Having observed a significant dependence on the rate of oxidative kinetic resolution with the inclusion of n-BuOH, a variety of alcohol additives were evaluated for their ability to enhance the reaction rate when coupled with cesium carbonate in the resolution of alcohol (±)-6 (Table 5). Addition of 1 equivalent of either 1-butanol or trifluoroethanol led to enhanced reactivity (entries 2 and 5). Increasing equivalents led to decreased selectivity (entries 3 and 6). Large excess of either alcohol impeded the reaction (entries 4 and 7). This trend of initial rate acceleration followed by rate inhibition and selectivity erosion at high concentrations was observed across a wide variety of primary alcohol additives.
Interestingly, inclusion of tert-butyl alcohol proved to be an excellent exogenous alcohol additive, providing the highest and most reliable levels of selectivity across a wide range of concentrations (entries 8–10). After optimizing exogenous base and tert-butyl alcohol equivalents, the dramatic effect of these additives on the resolution of (±)-1-phenyl-1-propanol ((±)-11) was realized (Table 6). This resolution provided highly enantioenriched (−)-11 in only 4.5 h instead of 192 h without cesium carbonate and tert-butyl alcohol.
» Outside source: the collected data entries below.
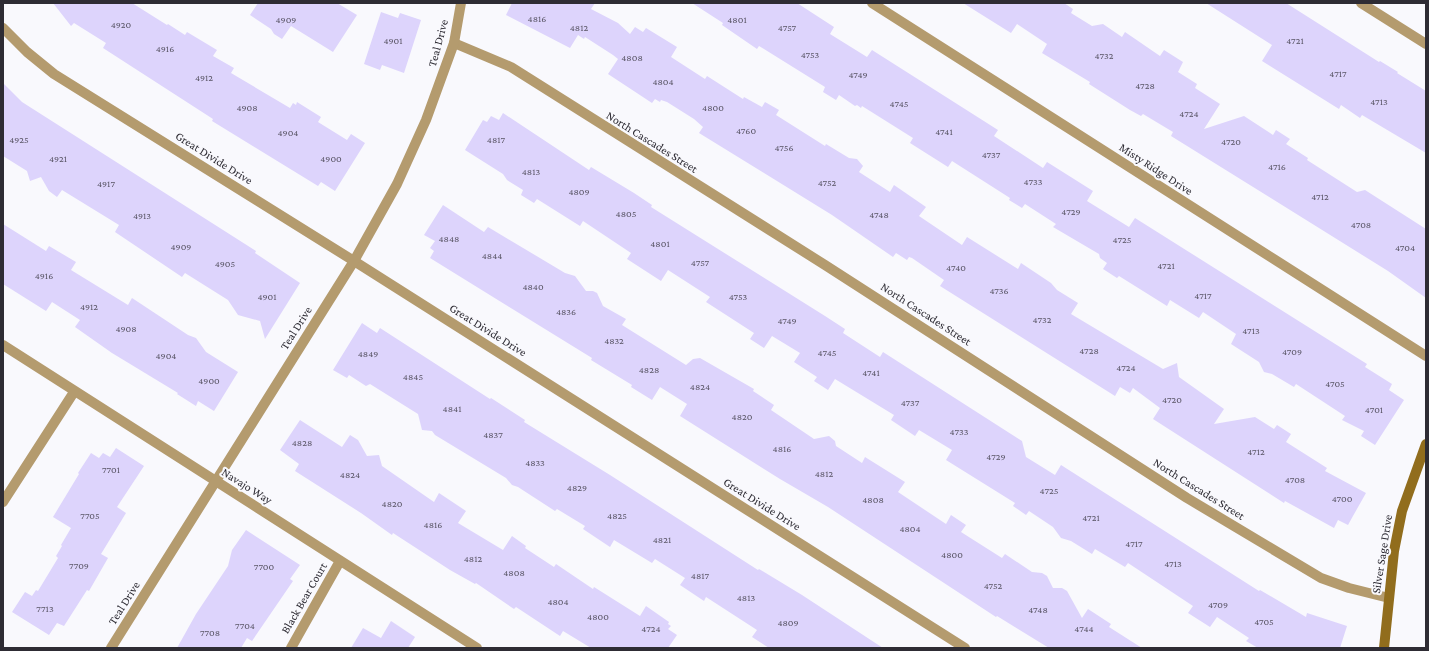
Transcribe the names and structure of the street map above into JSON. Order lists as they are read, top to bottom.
{
  "streets": {
    "street": [
      "Teal Drive",
      "North Cascades Street",
      "Great Divide Drive",
      "Misty Ridge Drive",
      "Navajo Way",
      "Silver Sage Drive",
      "Black Bear Court"
    ]
  },
  "crossings": [
    ["Teal Drive", "North Cascades Street"],
    ["Teal Drive", "Great Divide Drive"],
    ["Teal Drive", "Navajo Way"],
    ["North Cascades Street", "Silver Sage Drive"],
    ["Navajo Way", "Black Bear Court"]
  ],
  "house_numbers": [
    "4816",
    "4909",
    "4801",
    "4920",
    "4812",
    "4757",
    "4901",
    "4721",
    "4916",
    "4753",
    "4732",
    "4808",
    "4717",
    "4749",
    "4912",
    "4804",
    "4728",
    "4713",
    "4745",
    "4908",
    "4800",
    "4724",
    "4760",
    "4741",
    "4904",
    "4925",
    "4817",
    "4720",
    "4756",
    "4737",
    "4921",
    "4900",
    "4716",
    "4813",
    "4733",
    "4752",
    "4917",
    "4809",
    "4712",
    "4729",
    "4805",
    "4748",
    "4913",
    "4708",
    "4848",
    "4725",
    "4801",
    "4909",
    "4704",
    "4844",
    "4757",
    "4905",
    "4721",
    "4740",
    "4916",
    "4840",
    "4736",
    "4717",
    "4901",
    "4753",
    "4912",
    "4836",
    "4732",
    "4749",
    "4908",
    "4713",
    "4832",
    "4728",
    "4709",
    "4745",
    "4849",
    "4904",
    "4724",
    "4828",
    "4741",
    "4845",
    "4900",
    "4705",
    "4824",
    "4720",
    "4737",
    "4841",
    "4701",
    "4820",
    "4733",
    "4837",
    "4828",
    "4816",
    "4712",
    "4729",
    "4833",
    "7701",
    "4812",
    "4824",
    "4708",
    "4829",
    "4725",
    "4700",
    "4808",
    "4820",
    "7705",
    "4825",
    "4721",
    "4816",
    "4804",
    "4821",
    "4717",
    "4800",
    "4812",
    "4713",
    "7709",
    "7700",
    "4808",
    "4817",
    "4752",
    "4813",
    "4804",
    "4709",
    "7713",
    "4748",
    "4800",
    "4705",
    "4809",
    "7704",
    "4724",
    "4744",
    "7708"
  ]
}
Importantly, selectivity is maintained in these dramatically rate accelerated conditions. Further selectivity improvements could be obtained by decreasing the temperature to 60 °C.
While the purpose of the carbonate base fit well with our mechanistic model for the oxidative kinetic resolution, the role of tert-butyl alcohol remained more subtle. One possibility was that the modified reaction conditions were transforming [Pd(sparteine)Cl2] into a more reactive complex. In order to verify this theory, 5 was exposed to 1 equivalent each of tert-butyl alcohol and cesium carbonate. After 4 d at 60 °C, carbonate 13 was isolated in nearly quantitative yield (Scheme 6). Surprisingly, 13 displayed neither catalytic nor even stoichiometric activity under kinetic resolution conditions. This finding suggests carbonate 13 is a catalyst deactivation product. While these additives provide dramatic rate enhancement, they could also detrimentally affect catalyst longevity.
Alternatively, the observed rate enhancement could be due to the hydrogen bonding potential of tert-butyl alcohol. While hydrogen bonding plays an essential and well-documented role in the catalysis of a number of biological and synthetic processes, less is known about its role in organometallic transformations. A hydrogen-bond donor may enhance reactivity by stabilizing and solubilizing polar or charged intermediates in the nonpolar solvent toluene. In particular, cationic palladium complexes generated as the immediate products of alcohol coordination and β-hydride elimination result in the formation of chloride anions, which could be solubilized by hydrogen-bond donors.[15b,d]
Based on this hypothesis, a more rigorous solvent screen was performed with an emphasis on solvents capable of hydrogen-bond donation and solubilization of polar or charged intermediates (Table 7). Surprisingly, while common polar solvents led to little oxidation (entries 12, 15, 16, 19, and 20), halogenated solvents that could act as weak hydrogen-bond donors provided rapid reactions. Oxidations conducted in the hydrogen-bond donating solvent CH2Cl2 were the fastest (entry 1), but catalyst selectivity in kinetic resolutions suffered. Chloroform, on the other hand, emerged as an outstanding nonflammable solvent for rapid and selective oxidation, even at 23 °C (entry 2). Strikingly, chlorinated solvents lacking the ability to donate a hydrogen bond (entries 13, 14, 17, and 21), were less effective. Some other factors do not appear to explain the observed trends. Oxygen solubility is fairly similar in many of the solvents. Also, there is no clear trend between reaction rate and dielectric constant, a measure of solvent polarity.
Spectroscopic evidence for hydrogen-bond formation between chloroform and catalytic species is found in IR spectra of CDCl3 (Table 8). A significant shift in the C-D stretching frequency of CDCl3 occurred in the presence of either (−)-sparteine (entry 2) or [Pd(sparteine)Cl2] (5) (entry 3).[40,41] The observed decrease in λmax corresponds to a lower energy C-D stretching frequency due to a weaker C-D bond over free CDCl3 when hydrogen-bond accepting species are present. Notably, no shift in the C-D stretch was observed with the catalytically inactive carbonate 13, suggesting little or no hydrogen bonding occurs.
The change in solvent allows decreased amounts of (−)-sparteine and cesium carbonate to be used with little effect on rate. Performing the reactions at 23 °C also provides a dramatic increase in the catalyst selectivity. Furthermore, as little as 5% O2 atmosphere is sufficient for oxidation, permitting the use of ambient air as the terminal oxidant. These developments greatly improve the safety of the oxidative kinetic resolution, avoiding the use of flammable solvents at elevated temperatures under an oxygen atmosphere.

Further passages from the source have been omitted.